Millions of people are diagnosed with Alzheimer’s disease each year, comprising 60% to 70% of dementia cases worldwide. While cognitive impairment and structural brain changes are indicative of Alzheimer’s disease progression, the process to accurately predict who will develop Alzheimer’s is time-consuming and requires a variety of techniques, including brain imaging, blood biomarkers, and neurocognitive testing by a neuropsychologist.
While deep learning models have shown some success in predicting Alzheimer’s diagnosis, the few deep learning models that predict cognition require expensive multimodal neuroimaging and longitudinal data. Additionally, the heterogeneity of Alzheimer’s makes early detection difficult, so qualitative measures like cognitive assessment remain critical for better prognosis, disease trajectory tracking, and clinical trial participation. Current neurocognitive batteries done by a neuropsychologist are time-consuming, and patient access to testing can be a challenge.
And while MRI is the most clinically accessible testing measure, on its own it struggles to capture variability in clinical progression and cognitive impairment when used in deep learning frameworks.
In order to achieve accurate prediction of cognitive impairment associated with Alzheimer’s without extensive test measurements, researchers from UC San Franciso proposed a multitask deep learning strategy that leverages specialized domain knowledge, custom-built deep learning models, and large pretrained models to predict cognitive scores using only a baseline MRI and relevant demographics. The key innovation in their strategy is an image model trained to achieve adjacent tasks – namely tissue class segmentation of brain images into gray/white/cerebrospinal fluid – designed to overcome the limitations of off-the-shelf AI models.
In a study publishing May 18 in Nature Aging, this domain knowledge-informed, multitask framework outperformed all existing AI methods, including standard transfer learning (a type of machine learning used with limited data). It produced accurate and field-leading prediction of multiple clinically relevant outcomes, including Alzheimer’s diagnosis, tissue segmentation and both current and future cognitive scores, all from a single baseline scan.
“Unlike previous approaches, our model does not require baseline cognitive assessment, specialized image pipelines, expensive PET scans, genetic analysis, or fluid proteomics, making it a fast, accurate, and easily implementable tool for most clinical settings,” said senior study author Ashish Raj, PhD, UCSF professor of Radiology and Biomedical Imaging. “Our technique provides other users, especially clinicians, the opportunity to benefit from implicit spatial brain representations learned by our proposed models, without requiring expertise in these computational pipelines.”
The researchers used data for training, testing, and validating from the Alzheimer’s Disease Neuroimaging Initiative database, which included demographics, MRI, diagnosis, and cognitive assessment. They incorporated data from adult brain scans from the Human Connectome Project Young Adult cohort in training to expose the model to adult brain scans which typically exhibit minimal or no atrophy. In addition, they collected an external testing dataset from the Dallas Lifespan Brain study, which contained multi-modal data on aging subjects, including MRI and cognitive scores. The researchers found that this strategy improved the generalizability and robustness of the segmentation models, and reduced susceptibility to segmentation errors in downstream tasks.

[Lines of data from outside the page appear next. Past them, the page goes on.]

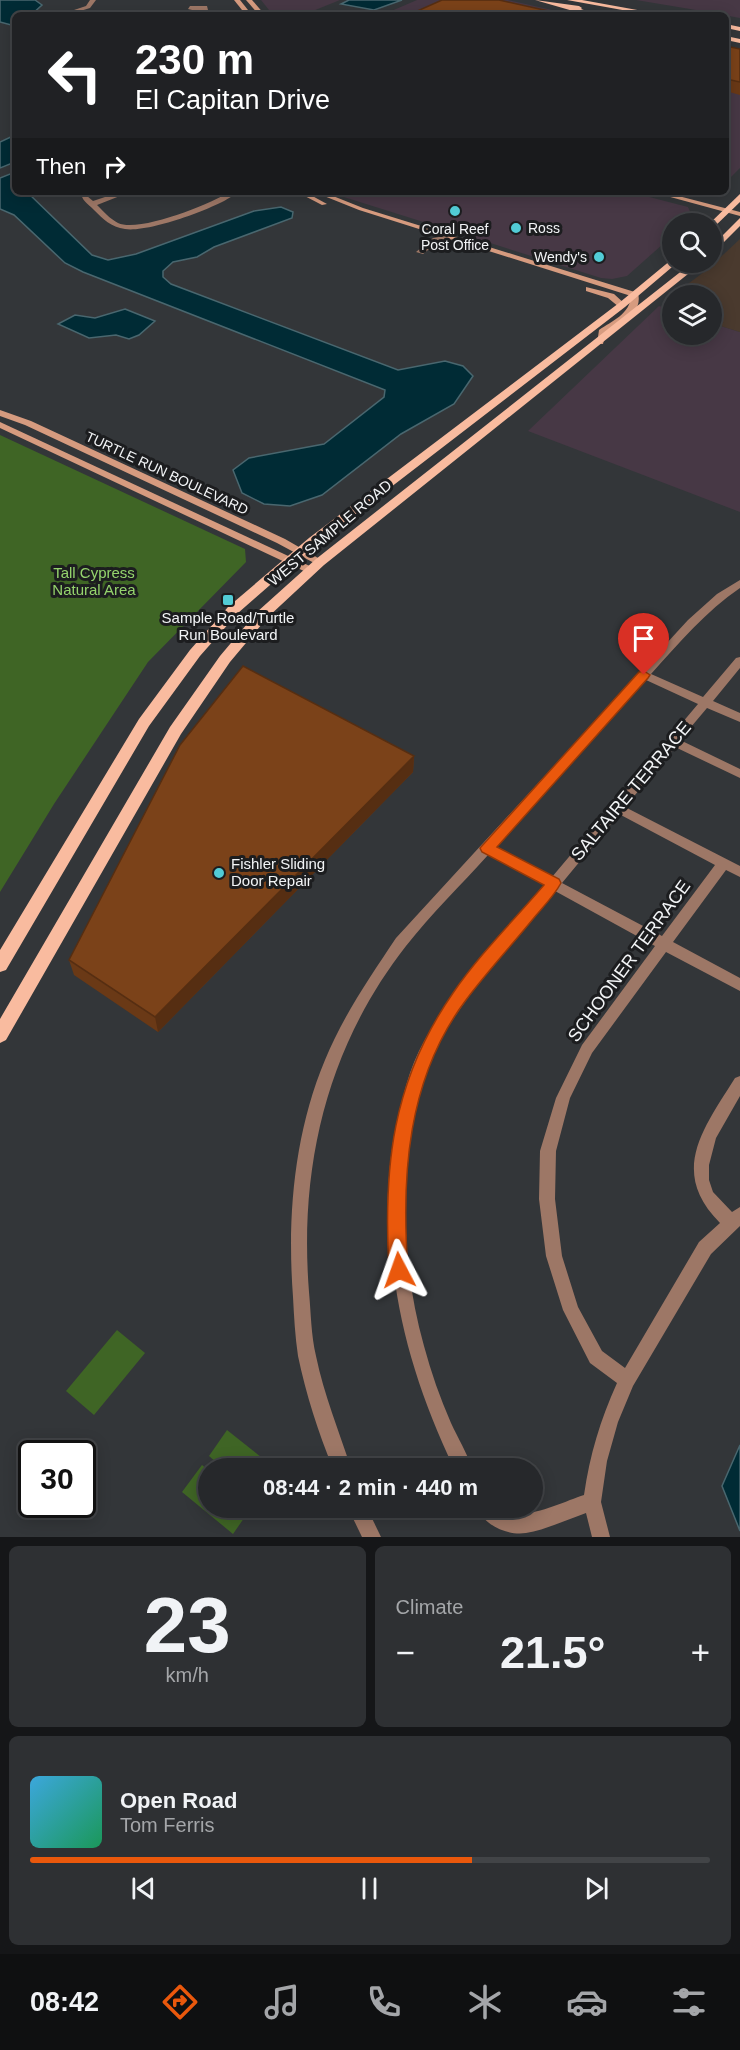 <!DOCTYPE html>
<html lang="en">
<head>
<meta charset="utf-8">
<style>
	body { margin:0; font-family:Arial,sans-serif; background:#2e3033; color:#f1f3f6; height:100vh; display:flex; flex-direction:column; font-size:22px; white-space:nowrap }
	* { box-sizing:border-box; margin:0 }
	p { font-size:20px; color:#a4a6a9 }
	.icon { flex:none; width:33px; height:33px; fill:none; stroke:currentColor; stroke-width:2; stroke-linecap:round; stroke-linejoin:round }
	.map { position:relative; height:1537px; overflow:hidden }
	.details { display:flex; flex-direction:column; gap:9px; padding:9px; background:#151618; flex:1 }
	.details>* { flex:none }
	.hud { position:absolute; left:12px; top:12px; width:717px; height:183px; border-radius:9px; box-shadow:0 3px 15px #0003,0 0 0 2px #424447; background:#202124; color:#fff; overflow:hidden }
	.controls { position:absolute; left:662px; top:213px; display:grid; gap:12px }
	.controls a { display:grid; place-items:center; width:60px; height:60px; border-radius:50%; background:#26282b; box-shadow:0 3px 15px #0003,0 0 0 2px #424447; font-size:30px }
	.speed { position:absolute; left:18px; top:1440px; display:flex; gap:12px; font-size:30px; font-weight:700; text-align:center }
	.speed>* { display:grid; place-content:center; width:78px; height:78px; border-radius:50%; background:#26282b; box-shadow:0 3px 15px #0003,0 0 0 2px #424447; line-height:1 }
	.speed .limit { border:3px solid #111; border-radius:9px; background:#fff; color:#111 }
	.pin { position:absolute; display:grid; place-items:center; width:51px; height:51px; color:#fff; margin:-62px -26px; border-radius:50% 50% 50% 0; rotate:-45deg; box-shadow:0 0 6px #0007 }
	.pin .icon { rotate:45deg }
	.me { position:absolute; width:66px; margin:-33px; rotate:356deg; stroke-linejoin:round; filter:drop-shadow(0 0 4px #0008) }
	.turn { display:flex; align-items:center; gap:21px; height:126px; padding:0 24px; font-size:27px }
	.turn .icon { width:78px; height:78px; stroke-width:2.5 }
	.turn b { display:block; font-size:42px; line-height:51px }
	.then { display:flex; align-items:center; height:57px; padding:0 24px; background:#0003; gap:12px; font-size:22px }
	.big { font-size:45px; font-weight:700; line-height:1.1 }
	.details .card { flex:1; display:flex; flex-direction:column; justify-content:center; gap:9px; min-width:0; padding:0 21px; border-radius:9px; background:#2e3033 }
	.details .dial { align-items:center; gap:0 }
	.dial b { font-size:78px; line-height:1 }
	.song { display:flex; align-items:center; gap:18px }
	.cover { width:72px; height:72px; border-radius:9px; background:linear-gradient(135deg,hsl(200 70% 55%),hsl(150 70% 35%)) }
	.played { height:6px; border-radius:3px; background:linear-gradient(90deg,#ea580c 65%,#424447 65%) }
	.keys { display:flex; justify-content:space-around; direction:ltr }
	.heat { display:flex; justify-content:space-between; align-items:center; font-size:33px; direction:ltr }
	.details .tiles { flex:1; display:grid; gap:9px; grid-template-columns:1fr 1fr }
	.card:last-child { grid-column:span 2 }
	.trip { position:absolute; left:198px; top:1458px; width:345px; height:60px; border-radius:30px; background:#26282b; box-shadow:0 3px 15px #0003,0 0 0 2px #424447; font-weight:700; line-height:60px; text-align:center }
	.dock { display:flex; height:96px; justify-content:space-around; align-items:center; background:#0f1011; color:#a4a6a9 }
	.dock .icon { width:42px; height:42px }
	.dock .selected { color:#ea580c }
	.dock b { font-size:27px; color:#f1f3f6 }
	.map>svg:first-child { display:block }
</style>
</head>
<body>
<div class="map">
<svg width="740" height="1537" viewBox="0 0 740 1537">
	<rect width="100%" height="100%" fill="#333639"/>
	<g fill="#473845">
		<polygon points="261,0 340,0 303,15 273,15"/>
		<polygon points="417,0 508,0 574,15 382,15"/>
		<polygon points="636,0 740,0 740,18 690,9"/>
		<polygon points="726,52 740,55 740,168 726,182"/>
		<polygon points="328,192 630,192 688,207 692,216 684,223 672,224 672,236 627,276 612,279 601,278"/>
		<polygon points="659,306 672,310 672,334 711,334 711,323 740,332 740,512 528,431"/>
	</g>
	<polygon fill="#4a3a2e" points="740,239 740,332 711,323 711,296 673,295 708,269"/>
	<g fill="#3f6525">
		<polygon points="0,435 245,549 246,562 148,662 54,804 0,892"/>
		<polygon points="117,1330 145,1353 94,1415 66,1391"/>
		<polygon points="227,1430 275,1468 223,1468 209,1456"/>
		<polygon points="202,1465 208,1470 208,1508 251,1508 233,1534 182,1492"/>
	</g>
	<g fill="#002b35" stroke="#49676f" stroke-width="1.5">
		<polygon points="0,0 35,0 42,5 31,15 15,15 15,26 0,22"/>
		<polygon points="349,0 402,0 374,10 341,4"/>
		<polygon points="15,135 15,162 0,168 0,142"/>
		<polygon points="15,172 15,192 27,192 92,255 108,260 136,254 254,211 281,207 293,212 292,218 214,247 197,257 173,262 163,271 163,277 171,284 398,370 445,361 463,366 473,376 454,404 401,434 322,495 290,506 264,504 242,493 233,470 249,458 324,444 384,397 385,390 83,272 65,263 14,215 0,209 0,178"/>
		<polygon points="125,309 155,321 139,335 129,339 116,335 89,338 58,324 75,315 95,318"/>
		<polygon points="740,1445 740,1531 722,1486"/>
	</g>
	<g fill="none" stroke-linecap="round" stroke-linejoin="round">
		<g fill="#9d7766" fill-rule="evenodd">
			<polygon points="90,0 96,0 90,8 77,12 86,13 86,15 65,13 86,6"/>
			<polygon points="190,6 207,6 208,10 213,15 188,9"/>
			<path d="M 81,192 L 87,192 L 87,196 L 93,201 L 120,192 L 130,192 L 97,205 C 103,211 110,219 118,223 C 139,233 210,204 230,192 L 238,192 C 221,207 148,233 125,229 C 111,227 103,219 94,210 C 88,204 81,200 81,192 Z"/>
			<polygon points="451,235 455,237 454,239 438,242 423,254 416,252 433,238"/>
			<path d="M 740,580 L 740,588 C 706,611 679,643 651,674 L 703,697 L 736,658 L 740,657 L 740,668 L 713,701 L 740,713 L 740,722 L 707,708 L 680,740 L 740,769 L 740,778 L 675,747 L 625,807 L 740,866 L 740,877 L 726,870 L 673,942 L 740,978 L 740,991 L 666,952 L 592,1053 L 570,1098 L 556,1151 L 555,1199 L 562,1256 L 578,1307 L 602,1351 L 625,1368 L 699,1242 L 720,1223 C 669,1172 703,1129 735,1078 L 740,1076 L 740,1096 L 716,1138 L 709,1165 L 709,1180 L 713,1192 L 732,1212 L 740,1207 L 740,1226 L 711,1254 L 633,1386 L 618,1422 L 607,1461 L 601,1502 L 610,1537 L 592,1537 L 586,1513 C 566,1520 545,1530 526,1533 C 508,1536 483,1525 478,1508 L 501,1508 C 520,1524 562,1502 584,1495 C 590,1454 600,1421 617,1383 L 590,1363 L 563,1310 L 546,1256 L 539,1199 L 540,1151 L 556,1098 L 582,1045 L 655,946 L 555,891 C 512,943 464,994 432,1055 C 423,1073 418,1095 414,1116 C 400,1192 403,1271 424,1346 C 431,1372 440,1398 451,1423 C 458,1438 467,1453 472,1468 L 454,1468 C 404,1363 379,1260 395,1143 C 399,1112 405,1080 419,1051 C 450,989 500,938 545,885 L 488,855 C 461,885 431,914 406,946 C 327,1047 299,1166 309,1292 C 311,1313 311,1335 316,1356 C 324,1395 339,1431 351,1468 L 333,1468 C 318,1432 306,1394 298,1356 C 295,1336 294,1316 293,1297 C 287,1217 294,1134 325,1060 C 343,1016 370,977 396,938 L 688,620 L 717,594 ZM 646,680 L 698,704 L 552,877 L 495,847 ZM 619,814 L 715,865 L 662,936 L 562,883 Z"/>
			<polygon points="348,1508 367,1508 381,1537 362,1537"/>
		</g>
		<g fill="#d69b7f" fill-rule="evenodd">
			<polygon points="234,0 240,0 252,15 246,15"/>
			<polygon points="246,0 252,0 265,15 259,15"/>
			<polygon points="297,192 305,192 327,204 322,205"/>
			<path d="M 314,192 L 323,192 L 363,208 L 638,293 C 644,318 613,320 606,334 C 604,337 604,341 603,344 L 597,344 L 599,330 C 612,321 630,314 631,296 L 359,210 Z"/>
			<polygon points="652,192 663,192 740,212 740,216"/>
			<polygon points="586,287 614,294 626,305 619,307 608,298 586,291"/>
			<polygon points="0,410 31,421 285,539 325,562 324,564 316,564 277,543 25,425 0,416"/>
			<polygon points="0,422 314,568 315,570 314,572 306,572 0,428"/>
		</g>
		<g fill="#f9bb9f" fill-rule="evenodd">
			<polygon points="535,0 579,6 582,8 581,9 598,15 587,15"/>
			<polygon points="567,0 582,0 665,15 650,15"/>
			<polygon points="726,24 740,27 740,31 726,28"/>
			<polygon points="726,36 740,39 740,43 726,40"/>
			<polygon points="740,194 740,202 711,230 709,224"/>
			<polygon points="740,218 740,226 711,255 711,247"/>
			<polygon points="671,260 672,262 678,262 625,307 317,544 238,613 200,656 149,726 6,970 0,972 0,950 139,719 190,650 228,607 309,538 619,303"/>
			<polygon points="693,262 703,262 324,565 267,618 230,662 181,734 6,1040 0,1043 0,1019 170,727 220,656 257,612 316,559"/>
		</g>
	</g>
	<g fill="#6a3916">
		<polygon points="415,12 562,15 415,15"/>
		<polygon points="726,46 740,49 740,95 726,91"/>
		<polygon points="414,756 413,772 158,1032 74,975 69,960"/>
	</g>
	<polygon fill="#562e12" points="414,756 413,772 158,1032 155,1017"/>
	<g fill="#7b4219" stroke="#562e12" stroke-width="1.5">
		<polygon points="442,0 499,0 562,14 559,15 428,15 415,12"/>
		<polygon points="726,46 740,49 740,82 726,79"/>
		<polygon points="243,666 414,756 155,1017 69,960 180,745"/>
	</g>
	<path fill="#ea580c" stroke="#983908" stroke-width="1.5" d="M 644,671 L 650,675 L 648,678 L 497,847 L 559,879 L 561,883 C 554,896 542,908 533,919 C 511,946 487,972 466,1000 C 407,1078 401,1177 408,1270 L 405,1277 L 399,1280 L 392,1277 L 389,1270 C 383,1167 392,1081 453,993 C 478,956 514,920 544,885 L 482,852 L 480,848 L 639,672 Z"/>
	<g fill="#52ccd6" stroke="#1c1d1f" stroke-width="2">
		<circle cx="455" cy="211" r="6"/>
		<circle cx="516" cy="228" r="6"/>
		<circle cx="599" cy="257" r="6"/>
		<rect x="222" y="594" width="12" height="12" rx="3"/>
		<circle cx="219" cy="873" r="6"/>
	</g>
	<g text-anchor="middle" stroke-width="6" stroke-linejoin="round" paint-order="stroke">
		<g font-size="14" fill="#f2f4f6" stroke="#1c1d1f" text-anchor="start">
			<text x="528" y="233">Ross</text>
			<text x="455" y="234" text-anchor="middle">Coral Reef<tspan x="455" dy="16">Post Office</tspan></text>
			<text x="587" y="262" text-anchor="end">Wendy's</text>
		</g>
		<g font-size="14" fill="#f2f4f6" stroke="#1c1d1f">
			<text transform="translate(167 473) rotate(25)" y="5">TURTLE RUN BOULEVARD</text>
		</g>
		<g font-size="15" fill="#f2f4f6" stroke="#1c1d1f">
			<text transform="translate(330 533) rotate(-40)" y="5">WEST SAMPLE ROAD</text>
		</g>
		<g font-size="15" fill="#95d46d" stroke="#1c1d1f">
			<text x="94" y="578">Tall Cypress<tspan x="94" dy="17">Natural Area</tspan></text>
		</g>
		<g font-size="15" fill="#f2f4f6" stroke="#1c1d1f">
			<text x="228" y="623">Sample Road/Turtle<tspan x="228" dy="17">Run Boulevard</tspan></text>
			<text x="231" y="869" text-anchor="start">Fishler Sliding<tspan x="231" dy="17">Door Repair</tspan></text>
		</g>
		<g font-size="18" fill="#f2f4f6" stroke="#1c1d1f">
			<text transform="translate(631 791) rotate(-50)" y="6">SALTAIRE TERRACE</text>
			<text transform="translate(629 961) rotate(-54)" y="6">SCHOONER TERRACE</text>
		</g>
	</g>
</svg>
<div class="controls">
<a><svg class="icon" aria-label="search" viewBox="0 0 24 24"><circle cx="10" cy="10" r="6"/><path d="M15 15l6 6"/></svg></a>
<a><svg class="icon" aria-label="layers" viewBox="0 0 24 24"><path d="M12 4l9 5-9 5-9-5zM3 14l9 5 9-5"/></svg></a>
</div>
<div class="speed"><div class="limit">30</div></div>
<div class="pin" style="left:644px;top:675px;background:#d93025"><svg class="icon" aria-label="arrive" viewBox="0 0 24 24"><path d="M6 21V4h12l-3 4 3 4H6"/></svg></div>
<svg class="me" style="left:399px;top:1270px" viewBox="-20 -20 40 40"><path d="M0-17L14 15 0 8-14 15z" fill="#ea580c" stroke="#fff" stroke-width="4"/></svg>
<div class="trip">08:44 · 2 min · 440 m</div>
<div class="hud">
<div class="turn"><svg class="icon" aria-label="left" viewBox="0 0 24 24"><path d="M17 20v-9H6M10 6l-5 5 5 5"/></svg><div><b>230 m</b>El Capitan Drive</div></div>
<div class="then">Then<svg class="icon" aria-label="right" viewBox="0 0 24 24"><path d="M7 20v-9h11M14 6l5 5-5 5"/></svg></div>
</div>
</div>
<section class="details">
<div class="tiles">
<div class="card dial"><b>23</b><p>km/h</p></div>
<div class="card"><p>Climate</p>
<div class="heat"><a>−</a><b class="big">21.5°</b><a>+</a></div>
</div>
<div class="card">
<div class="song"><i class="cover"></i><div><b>Open Road</b><p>Tom Ferris</p></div></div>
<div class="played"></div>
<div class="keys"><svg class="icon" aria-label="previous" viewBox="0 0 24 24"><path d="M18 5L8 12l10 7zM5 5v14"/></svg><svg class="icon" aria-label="pause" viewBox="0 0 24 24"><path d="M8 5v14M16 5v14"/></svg><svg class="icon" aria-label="next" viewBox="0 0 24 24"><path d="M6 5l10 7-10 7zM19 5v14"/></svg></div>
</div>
</div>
</section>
<nav class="dock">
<b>08:42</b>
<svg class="icon selected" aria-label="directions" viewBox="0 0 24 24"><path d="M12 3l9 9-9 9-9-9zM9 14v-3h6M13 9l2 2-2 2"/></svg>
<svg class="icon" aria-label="music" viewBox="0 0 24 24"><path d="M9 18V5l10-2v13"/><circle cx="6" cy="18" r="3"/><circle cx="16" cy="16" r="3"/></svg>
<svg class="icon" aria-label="phone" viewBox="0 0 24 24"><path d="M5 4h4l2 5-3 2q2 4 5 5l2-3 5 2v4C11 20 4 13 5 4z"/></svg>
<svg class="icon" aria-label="climate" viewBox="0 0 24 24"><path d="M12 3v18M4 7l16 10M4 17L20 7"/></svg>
<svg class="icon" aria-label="car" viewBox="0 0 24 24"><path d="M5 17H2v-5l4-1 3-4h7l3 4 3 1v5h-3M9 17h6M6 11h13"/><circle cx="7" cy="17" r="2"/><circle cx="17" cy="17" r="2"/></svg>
<svg class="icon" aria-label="filters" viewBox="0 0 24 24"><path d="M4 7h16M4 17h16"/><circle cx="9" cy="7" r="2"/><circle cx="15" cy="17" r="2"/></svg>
</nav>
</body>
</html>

“We reported meaningful gains in speed and performance over other pipelines, which could prove valuable in developing a quick clinical prediction of cognitive impairment prior to referring the patient to a more advanced imaging lab and/or a full neuroradiology report,” said study first author Daren Ma, MSc, machine learning specialist in the Raj Lab at UCSF. “This circumvents the need to employ highly specialized, time-consuming, and computationally demanding MRI morphometry software and has broad implications for early diagnosis, prognosis, and clinical trial design.”
Predict Parkinson’s, ALS, and Huntington’s
The authors believe their work may help better characterize the link between morphology and cognition beyond Alzheimer’s, such as other neurodegenerative diseases like Parkinson’s, ALS, and Huntington’s disease. Prediction of baseline cognition may also be helpful in community settings where the lack of specialized neurocognitive assessment skills is a huge obstacle. Additionally, the study also provided a way of forecasting longitudinal cognition changes using minimal input data.
“The ability to correctly predict progressors from non-progressors using only baseline data can dramatically reduce sample sizes and cost,” said Raj. “Our model may also have potential as a tool for patient selection and progression tracking in large clinical trials of disease-modifying drugs,”
The authors say a future model could include additional measurements where they are available to further improve clinical utility and aid the prediction of cognition. These include longitudinal MR and PET, genetics, blood and CSF protein biomarkers.
“Clinical utility in practice will depend on specific use cases and environments and will require careful assessment in future studies,” Raj said.